Bentley’s new Continental GT Speed doesn’t just add hybrid power. It rewrites the job description of the modern grand tourer. The question is whether this 771-hp coupe can outgun an Aston Martin DB12 and out-charm a Mercedes-AMG SL 63 without turning into a tech-heavy brute.

A Bentley Continental GT hybrid with real teeth

This 2026 Bentley Continental GT Speed review starts with the headline number, because Bentley knows exactly what game it is playing. The old W-12 is gone, replaced by a plug-in hybrid V-8 powertrain that delivers 771 hp and 738 lb-ft of torque. That makes it the most powerful road-going Bentley yet, which is a very British way of saying the company has decided subtlety can wait outside.

The setup pairs a 4.0-liter twin-turbo V-8 with an electric motor and an eight-speed dual-clutch transmission. Bentley quotes 0-60 mph in 3.1 seconds and a top speed of 208 mph. On paper, that puts the new GT Speed squarely in supercar-adjacent territory, even though it still looks like a machine designed to arrive outside an opera house rather than a pit lane.

The electrification matters beyond raw output. Bentley says the battery enables meaningful EV-only driving, with around 50 miles of electric range on the WLTP cycle, so expect a lower EPA figure in the real world. Even so, this is no token hybrid. It can creep through a city silently, then unleash everything the moment an alpine straight opens up.

  • 2026 Bentley Continental GT Speed: 771 hp, 738 lb-ft, 0-60 mph in 3.1 sec, 208 mph
  • Aston Martin DB12: 671 hp, 590 lb-ft, 0-60 mph about 3.5 sec, 202 mph
  • Mercedes-AMG SL 63: 577 hp, 590 lb-ft, 0-60 mph about 3.5 sec, 196 mph

So yes, in the raw numbers war, the Bentley lands first punch and second punch. The DB12 is quick and the SL 63 is brutally effective, but neither can match this Bentley’s sheer output. That matters in a class where customers absolutely do read spec sheets, even if they pretend they only care about walnut veneers.

First drive: shockingly fast, but still unmistakably Bentley

Out on the road, the surprise is not that the new Continental GT Speed is fast. The surprise is how little drama it needs to access that speed. Plant your foot and the hybrid system fills the gaps so cleanly that acceleration feels less like a surge and more like a change in local gravity.

This Bentley Continental GT Speed first drive reveals a car that is more immediate than the outgoing model. The old W-12 car had charisma and a big lunging midrange, but it also carried a faint sense of mechanical mass. The hybrid V-8 feels sharper, harder-edged, and far more alert when you ask for a quick overtake or a full-bore launch.

Bentley has also worked hard on chassis sophistication. The new car uses active all-wheel drive, rear-wheel steering, an electronic limited-slip differential, and 48-volt active anti-roll control.

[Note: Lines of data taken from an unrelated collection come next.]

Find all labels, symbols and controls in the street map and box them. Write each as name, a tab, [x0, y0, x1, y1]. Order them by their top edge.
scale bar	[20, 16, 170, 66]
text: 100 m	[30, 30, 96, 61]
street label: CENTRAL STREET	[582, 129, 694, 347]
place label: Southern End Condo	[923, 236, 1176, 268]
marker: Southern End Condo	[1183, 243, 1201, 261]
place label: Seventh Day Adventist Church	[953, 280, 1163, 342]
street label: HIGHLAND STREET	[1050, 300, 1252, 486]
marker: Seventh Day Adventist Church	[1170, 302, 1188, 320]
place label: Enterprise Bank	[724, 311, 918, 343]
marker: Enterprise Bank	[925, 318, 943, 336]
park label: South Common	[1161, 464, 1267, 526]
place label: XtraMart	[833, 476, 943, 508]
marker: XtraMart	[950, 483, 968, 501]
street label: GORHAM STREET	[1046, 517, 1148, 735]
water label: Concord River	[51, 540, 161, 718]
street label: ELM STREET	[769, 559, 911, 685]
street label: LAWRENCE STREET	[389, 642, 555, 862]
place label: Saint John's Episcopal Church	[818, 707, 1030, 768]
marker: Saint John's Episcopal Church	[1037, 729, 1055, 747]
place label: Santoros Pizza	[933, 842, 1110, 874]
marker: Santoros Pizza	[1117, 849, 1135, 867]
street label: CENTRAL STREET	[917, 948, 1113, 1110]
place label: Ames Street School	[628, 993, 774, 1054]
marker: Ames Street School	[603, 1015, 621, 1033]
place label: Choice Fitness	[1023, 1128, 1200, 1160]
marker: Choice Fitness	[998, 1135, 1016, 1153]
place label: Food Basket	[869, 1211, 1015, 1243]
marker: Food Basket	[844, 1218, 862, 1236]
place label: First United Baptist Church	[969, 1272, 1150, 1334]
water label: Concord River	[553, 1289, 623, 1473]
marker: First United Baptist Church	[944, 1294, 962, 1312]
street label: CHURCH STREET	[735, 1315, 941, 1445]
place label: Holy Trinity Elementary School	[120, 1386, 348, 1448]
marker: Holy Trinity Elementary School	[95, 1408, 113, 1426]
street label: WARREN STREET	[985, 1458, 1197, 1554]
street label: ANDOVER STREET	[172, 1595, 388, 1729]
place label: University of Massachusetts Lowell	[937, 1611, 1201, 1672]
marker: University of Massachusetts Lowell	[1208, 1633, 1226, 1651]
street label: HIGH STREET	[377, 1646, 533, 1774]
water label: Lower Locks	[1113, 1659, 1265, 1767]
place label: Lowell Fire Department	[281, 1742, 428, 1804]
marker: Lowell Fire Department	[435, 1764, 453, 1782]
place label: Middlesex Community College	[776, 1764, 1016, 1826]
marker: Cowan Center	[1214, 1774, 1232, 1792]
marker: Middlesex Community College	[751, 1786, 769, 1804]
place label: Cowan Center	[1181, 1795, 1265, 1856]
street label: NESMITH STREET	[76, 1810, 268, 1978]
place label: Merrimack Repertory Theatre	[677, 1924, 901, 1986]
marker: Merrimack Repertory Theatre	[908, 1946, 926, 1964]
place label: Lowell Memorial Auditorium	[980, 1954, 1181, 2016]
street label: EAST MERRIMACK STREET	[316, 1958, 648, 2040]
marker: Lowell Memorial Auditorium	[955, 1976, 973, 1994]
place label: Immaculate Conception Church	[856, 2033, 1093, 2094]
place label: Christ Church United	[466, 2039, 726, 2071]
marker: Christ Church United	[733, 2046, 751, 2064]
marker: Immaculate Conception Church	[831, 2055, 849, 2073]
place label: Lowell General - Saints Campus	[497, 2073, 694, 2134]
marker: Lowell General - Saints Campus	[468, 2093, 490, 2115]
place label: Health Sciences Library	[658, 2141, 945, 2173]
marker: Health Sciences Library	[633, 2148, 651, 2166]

That sounds like a menu of expensive acronyms, but the effect is real: the big coupe turns in with far less reluctance than its size suggests and stays flatter through quick direction changes than any two-and-a-bit-ton Bentley has a right to.

And yet it still rides like a Bentley should. That’s crucial. A DB12 is taut and athletic, often brilliantly so, but on imperfect pavement it can feel keyed up, like it’s forever waiting for the next command. The Continental GT Speed breathes with the road more naturally, settling into a long-distance rhythm that the Aston never quite matches.

Bentley vs Aston Martin DB12: which feels more special?

The Bentley vs Aston Martin DB12 fight is more interesting than a simple horsepower shootout. The DB12 is lighter on its feet, more overtly sporting, and more eager to play the hero on a great road. Its steering is quick, its front end bites hard, and its AMG-sourced twin-turbo V-8 gives it a muscular, old-school sense of occasion.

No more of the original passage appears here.